It accelerates growth. Often the flywheel will involve a sales or marketing function or agents. Or customer acquisition. And the flywheel accelerates growth.
It improves the operating performance and/or the rate of improvement of operating performance. So it makes something operationally cheaper, faster or better. Say the functioning of the factory. Or the performance of a machine learning function.
It creates a superior key assets or capability. That’s a more strategic sub-version of 3. It’s great to have a flywheel in a strategic operating asset or capability.

For machine learning, we are really talking about 2 and 3. The discussed flywheel makes the machine learning more efficient and effective. And it can have a particularly big effect on growth and performance early on. That’s what people are talking about with regards to the machine learning flywheel. They are looking at an operating model that can rapidly improve performance and accelerate growth.

However…

Just because you grow faster or have a superior product now, does not mean it will last. You might have had an operating flywheel that enabled you to create a French-English translator faster or cheaper than others. But eventually everyone will have that. Flywheels are usually an operating advantage in the short-term.

The Shape of the Learning Curve Matters in the Long-Term

For superior operating performance (or product improvement) in the long-term, you want to look at the shape of the learning curve.

Does proficiency keep increasing with more experience?

Does it flatline quickly? Like with a French-English translator.

Here’s how I think about operating flywheels versus the learning curve.

Flywheels are great. And can be important in accelerating parts of the curve. But they don’t change the ultimate shape. And the shape of the curve determines your ultimate competitive strength.

That is the difference between an operating activity that is required (i.e., table stakes) versus one that can create a sustainable advantage.

Last Point: Rate of Learning by Machines Will Become Operating Table Stakes for Most Companies

Rate of learning by humans was kind of a niche, interesting topic in strategy. It mattered a lot for certain companies like Toyota and TSMC.

However, rate of learning by machines is becoming part of operating performance for most companies. It is part of the AI core for management and operations (DOB3). In the long-term, businesses are becoming intelligent. In the short-term, they are becoming really fast.

In my books, I talked about Algorithmic Learning (mostly a BCG idea).

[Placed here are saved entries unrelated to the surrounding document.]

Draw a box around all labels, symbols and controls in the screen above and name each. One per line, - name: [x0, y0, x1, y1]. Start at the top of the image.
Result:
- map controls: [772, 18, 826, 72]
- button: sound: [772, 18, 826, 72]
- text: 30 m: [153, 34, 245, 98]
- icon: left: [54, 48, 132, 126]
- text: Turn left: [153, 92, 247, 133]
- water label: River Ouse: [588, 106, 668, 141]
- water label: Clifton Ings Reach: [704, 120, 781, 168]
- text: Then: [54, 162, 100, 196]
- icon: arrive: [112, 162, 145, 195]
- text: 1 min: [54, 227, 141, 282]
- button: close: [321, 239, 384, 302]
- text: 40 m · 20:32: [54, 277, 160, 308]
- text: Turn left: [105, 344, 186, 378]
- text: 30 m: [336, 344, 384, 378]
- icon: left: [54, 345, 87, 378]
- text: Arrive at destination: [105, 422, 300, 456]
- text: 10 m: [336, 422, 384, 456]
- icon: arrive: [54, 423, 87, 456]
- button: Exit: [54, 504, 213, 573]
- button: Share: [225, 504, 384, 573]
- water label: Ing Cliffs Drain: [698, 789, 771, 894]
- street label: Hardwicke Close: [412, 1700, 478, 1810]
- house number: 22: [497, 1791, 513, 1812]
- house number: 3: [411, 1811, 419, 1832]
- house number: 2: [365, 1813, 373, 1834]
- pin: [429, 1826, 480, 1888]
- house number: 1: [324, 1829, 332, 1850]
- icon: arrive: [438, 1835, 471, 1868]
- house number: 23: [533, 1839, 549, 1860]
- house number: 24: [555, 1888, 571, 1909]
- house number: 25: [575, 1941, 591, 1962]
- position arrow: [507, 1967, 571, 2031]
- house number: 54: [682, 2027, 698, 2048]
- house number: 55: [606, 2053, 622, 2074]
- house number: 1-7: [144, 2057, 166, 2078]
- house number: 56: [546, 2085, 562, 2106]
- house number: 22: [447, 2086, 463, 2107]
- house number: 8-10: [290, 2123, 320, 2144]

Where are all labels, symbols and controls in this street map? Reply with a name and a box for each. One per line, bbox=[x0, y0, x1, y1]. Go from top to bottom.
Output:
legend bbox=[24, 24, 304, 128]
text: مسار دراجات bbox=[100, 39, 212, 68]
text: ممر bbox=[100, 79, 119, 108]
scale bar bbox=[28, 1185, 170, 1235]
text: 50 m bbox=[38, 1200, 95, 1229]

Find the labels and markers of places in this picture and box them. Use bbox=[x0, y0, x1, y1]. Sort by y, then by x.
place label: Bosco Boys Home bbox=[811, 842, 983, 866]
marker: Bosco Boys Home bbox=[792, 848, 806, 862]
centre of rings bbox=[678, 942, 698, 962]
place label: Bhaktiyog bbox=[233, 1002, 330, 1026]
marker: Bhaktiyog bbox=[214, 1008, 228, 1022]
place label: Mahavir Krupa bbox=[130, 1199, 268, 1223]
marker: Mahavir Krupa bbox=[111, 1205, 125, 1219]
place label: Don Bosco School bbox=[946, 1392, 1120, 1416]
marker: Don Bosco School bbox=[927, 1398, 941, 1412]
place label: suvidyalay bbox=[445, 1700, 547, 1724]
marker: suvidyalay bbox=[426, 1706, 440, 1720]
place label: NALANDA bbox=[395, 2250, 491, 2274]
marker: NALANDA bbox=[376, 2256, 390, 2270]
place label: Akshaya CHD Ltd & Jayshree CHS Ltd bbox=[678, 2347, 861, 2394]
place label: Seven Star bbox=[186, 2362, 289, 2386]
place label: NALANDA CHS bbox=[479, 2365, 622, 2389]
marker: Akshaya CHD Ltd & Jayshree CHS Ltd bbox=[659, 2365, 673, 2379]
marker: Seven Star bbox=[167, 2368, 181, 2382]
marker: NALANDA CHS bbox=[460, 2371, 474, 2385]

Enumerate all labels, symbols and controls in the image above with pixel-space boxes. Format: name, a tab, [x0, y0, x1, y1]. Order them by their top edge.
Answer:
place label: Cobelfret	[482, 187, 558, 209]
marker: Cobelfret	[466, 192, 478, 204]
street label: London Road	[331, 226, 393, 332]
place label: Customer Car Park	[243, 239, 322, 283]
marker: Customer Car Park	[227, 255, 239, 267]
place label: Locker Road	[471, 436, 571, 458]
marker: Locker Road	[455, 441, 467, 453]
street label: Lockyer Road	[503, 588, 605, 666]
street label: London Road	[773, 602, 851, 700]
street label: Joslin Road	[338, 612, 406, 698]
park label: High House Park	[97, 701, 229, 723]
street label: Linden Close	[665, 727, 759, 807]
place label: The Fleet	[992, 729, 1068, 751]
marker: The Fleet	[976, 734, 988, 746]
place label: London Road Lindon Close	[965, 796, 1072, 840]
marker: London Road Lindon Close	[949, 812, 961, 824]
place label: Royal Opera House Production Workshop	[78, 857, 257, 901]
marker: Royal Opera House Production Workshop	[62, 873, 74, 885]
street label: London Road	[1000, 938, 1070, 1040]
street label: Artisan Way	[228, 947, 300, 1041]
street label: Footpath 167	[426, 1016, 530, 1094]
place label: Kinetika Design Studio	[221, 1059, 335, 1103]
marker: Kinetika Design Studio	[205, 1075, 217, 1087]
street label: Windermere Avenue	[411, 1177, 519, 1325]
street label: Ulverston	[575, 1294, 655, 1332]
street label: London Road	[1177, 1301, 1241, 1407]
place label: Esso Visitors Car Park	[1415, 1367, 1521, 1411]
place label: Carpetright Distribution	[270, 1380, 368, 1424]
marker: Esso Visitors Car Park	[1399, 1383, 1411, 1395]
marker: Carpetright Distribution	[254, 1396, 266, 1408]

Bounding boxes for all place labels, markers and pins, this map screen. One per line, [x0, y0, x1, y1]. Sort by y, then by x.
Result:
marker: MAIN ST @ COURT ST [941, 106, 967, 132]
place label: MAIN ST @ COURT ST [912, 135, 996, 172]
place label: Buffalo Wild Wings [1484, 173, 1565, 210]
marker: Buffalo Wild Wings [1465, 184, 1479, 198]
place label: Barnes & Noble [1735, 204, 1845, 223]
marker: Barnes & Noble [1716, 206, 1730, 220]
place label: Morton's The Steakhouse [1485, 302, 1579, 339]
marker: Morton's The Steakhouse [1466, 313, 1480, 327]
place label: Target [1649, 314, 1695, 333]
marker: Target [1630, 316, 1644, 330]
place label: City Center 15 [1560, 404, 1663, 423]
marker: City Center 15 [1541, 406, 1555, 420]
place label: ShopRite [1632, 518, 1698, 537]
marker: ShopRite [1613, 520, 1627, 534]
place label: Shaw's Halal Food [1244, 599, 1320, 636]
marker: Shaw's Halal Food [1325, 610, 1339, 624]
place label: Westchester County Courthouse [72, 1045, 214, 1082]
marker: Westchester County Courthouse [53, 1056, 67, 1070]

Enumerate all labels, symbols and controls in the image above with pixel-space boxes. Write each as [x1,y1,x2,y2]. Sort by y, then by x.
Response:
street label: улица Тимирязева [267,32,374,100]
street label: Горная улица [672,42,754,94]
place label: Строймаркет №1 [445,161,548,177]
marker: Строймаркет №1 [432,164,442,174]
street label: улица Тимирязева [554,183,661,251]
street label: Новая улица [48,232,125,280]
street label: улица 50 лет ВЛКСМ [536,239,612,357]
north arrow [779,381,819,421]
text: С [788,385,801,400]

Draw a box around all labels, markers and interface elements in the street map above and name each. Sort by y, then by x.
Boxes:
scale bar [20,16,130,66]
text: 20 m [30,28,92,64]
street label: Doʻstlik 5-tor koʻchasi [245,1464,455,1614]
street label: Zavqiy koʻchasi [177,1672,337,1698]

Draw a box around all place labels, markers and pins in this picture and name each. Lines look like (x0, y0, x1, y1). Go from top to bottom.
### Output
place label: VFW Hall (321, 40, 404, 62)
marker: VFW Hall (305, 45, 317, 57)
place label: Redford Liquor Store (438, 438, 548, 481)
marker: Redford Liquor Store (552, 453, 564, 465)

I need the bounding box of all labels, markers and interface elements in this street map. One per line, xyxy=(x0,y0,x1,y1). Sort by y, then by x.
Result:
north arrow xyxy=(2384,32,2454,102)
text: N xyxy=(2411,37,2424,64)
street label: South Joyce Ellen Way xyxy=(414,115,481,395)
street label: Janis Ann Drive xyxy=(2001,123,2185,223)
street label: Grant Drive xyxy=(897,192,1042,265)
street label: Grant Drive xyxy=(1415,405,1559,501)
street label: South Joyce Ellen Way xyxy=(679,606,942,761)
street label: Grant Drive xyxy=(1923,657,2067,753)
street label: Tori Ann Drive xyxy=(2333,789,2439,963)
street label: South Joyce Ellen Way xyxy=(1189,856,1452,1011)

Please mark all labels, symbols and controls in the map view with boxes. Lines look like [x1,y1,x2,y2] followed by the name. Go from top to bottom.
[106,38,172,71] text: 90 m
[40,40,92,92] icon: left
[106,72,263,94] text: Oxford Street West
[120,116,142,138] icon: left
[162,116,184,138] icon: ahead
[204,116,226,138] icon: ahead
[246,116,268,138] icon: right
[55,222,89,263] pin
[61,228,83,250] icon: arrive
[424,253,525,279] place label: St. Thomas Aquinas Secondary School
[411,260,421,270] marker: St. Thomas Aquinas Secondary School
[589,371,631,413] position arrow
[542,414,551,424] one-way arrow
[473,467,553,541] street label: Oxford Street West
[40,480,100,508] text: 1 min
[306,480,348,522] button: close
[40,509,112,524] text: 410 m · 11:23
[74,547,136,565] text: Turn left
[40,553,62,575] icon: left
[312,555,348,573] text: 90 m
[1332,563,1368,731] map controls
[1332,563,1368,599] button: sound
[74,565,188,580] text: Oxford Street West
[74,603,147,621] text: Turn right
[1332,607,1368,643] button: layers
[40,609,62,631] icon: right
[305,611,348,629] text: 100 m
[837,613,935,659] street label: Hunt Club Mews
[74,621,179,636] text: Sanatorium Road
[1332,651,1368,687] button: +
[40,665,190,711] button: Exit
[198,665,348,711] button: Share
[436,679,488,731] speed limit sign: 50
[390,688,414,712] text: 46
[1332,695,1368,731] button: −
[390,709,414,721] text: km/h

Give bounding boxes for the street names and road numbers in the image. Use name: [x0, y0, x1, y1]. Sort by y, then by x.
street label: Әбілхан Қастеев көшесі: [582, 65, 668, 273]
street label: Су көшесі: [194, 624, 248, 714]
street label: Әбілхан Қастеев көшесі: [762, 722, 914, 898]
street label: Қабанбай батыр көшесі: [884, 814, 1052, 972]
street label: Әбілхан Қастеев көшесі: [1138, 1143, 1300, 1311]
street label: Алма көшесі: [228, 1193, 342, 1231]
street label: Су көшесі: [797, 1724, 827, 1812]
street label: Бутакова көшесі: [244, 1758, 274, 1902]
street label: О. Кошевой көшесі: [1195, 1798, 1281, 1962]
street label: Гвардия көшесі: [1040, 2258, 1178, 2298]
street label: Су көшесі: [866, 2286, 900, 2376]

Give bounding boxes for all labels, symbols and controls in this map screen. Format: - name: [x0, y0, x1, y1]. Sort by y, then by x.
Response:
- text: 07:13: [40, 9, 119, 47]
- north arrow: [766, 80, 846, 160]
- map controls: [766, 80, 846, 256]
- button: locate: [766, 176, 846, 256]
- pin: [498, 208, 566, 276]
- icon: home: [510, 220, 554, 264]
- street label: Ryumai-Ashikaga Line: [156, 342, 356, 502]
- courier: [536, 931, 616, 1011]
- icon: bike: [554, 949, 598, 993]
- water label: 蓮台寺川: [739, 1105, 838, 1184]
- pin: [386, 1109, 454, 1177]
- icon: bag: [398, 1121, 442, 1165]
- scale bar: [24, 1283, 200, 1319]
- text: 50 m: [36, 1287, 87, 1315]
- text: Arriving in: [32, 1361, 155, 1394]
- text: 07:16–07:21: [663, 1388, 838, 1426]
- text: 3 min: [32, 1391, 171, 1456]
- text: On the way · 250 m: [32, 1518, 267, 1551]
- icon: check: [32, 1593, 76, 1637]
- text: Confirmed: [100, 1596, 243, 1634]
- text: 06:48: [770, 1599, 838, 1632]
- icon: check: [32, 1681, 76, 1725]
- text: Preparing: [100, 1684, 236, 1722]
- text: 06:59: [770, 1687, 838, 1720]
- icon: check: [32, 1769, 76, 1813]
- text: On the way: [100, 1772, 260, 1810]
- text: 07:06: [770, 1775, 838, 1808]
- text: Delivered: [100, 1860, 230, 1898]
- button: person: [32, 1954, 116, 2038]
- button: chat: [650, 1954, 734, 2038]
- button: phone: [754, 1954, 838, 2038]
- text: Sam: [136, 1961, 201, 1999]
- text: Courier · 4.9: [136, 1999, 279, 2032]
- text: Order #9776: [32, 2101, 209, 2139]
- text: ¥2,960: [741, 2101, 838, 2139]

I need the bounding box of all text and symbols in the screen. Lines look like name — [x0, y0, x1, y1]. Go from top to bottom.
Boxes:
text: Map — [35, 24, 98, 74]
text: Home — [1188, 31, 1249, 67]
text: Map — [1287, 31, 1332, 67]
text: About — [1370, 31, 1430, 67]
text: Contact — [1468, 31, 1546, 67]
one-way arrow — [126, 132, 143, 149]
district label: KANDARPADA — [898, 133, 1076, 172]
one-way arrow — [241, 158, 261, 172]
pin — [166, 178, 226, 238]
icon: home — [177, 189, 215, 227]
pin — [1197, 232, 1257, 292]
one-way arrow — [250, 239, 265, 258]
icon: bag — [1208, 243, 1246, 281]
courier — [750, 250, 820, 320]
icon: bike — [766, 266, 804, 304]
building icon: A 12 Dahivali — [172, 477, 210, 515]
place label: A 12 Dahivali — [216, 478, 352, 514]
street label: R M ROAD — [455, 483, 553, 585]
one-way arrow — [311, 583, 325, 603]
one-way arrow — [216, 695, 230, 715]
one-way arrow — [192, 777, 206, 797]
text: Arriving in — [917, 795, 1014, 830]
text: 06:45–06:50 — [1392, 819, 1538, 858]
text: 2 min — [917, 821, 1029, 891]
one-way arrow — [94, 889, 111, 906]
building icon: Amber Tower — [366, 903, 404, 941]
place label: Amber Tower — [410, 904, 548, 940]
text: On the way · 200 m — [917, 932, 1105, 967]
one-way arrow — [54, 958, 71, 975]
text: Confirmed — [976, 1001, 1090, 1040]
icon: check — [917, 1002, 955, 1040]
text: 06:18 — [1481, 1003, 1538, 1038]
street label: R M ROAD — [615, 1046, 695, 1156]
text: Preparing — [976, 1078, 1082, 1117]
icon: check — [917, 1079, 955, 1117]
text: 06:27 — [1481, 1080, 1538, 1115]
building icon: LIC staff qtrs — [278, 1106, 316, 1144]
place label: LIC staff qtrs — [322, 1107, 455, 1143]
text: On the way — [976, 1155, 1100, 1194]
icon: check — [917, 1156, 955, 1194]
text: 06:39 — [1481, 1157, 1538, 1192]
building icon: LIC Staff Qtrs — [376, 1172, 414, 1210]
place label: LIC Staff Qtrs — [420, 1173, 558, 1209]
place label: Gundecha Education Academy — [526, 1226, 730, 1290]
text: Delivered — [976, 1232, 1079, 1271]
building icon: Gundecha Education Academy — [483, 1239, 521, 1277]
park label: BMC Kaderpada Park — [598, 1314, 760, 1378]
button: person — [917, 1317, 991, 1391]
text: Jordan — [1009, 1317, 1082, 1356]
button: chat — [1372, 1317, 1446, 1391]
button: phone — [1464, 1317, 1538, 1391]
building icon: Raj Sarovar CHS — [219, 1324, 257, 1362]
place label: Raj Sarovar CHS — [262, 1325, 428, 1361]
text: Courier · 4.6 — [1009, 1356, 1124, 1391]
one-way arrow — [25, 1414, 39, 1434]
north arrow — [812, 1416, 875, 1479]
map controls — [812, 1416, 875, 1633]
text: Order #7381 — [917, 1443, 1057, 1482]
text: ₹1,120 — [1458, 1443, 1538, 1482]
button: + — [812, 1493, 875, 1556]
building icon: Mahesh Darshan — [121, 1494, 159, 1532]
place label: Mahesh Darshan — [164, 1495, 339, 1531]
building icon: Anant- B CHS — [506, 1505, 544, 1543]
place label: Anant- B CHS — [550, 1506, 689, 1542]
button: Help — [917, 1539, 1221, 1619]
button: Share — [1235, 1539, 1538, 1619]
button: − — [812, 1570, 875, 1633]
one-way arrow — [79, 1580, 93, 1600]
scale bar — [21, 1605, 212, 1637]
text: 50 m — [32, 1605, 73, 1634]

This is when the rate of learning is no longer based on human learning (people looking at data and making decisions) but is instead based on learning by machines. So, sensors, cameras, computers, and AI are all handling real-time analysis and making automated decisions. For example:

Webpages, mobile apps, cameras, IoT devices, and other sensors are gathering data all the time. Computers no longer rely on humans or other computers for information. They can increasingly “see” the world for themselves via cameras, sensors, microphones, and web-crawlers. They are now continually gathering information about the physical and online worlds independent of human operators. Hence the term, computer vision.
They can combine real-time events and information flows with past information and accumulated information.
They can then make immediate predictions and recommendations, which is what AI does. They can also increasingly make the decisions as well. This is how a Tesla drives down the highway at 65mph without human involvement. The car is learning at the speed of algorithms and then making its own decisions.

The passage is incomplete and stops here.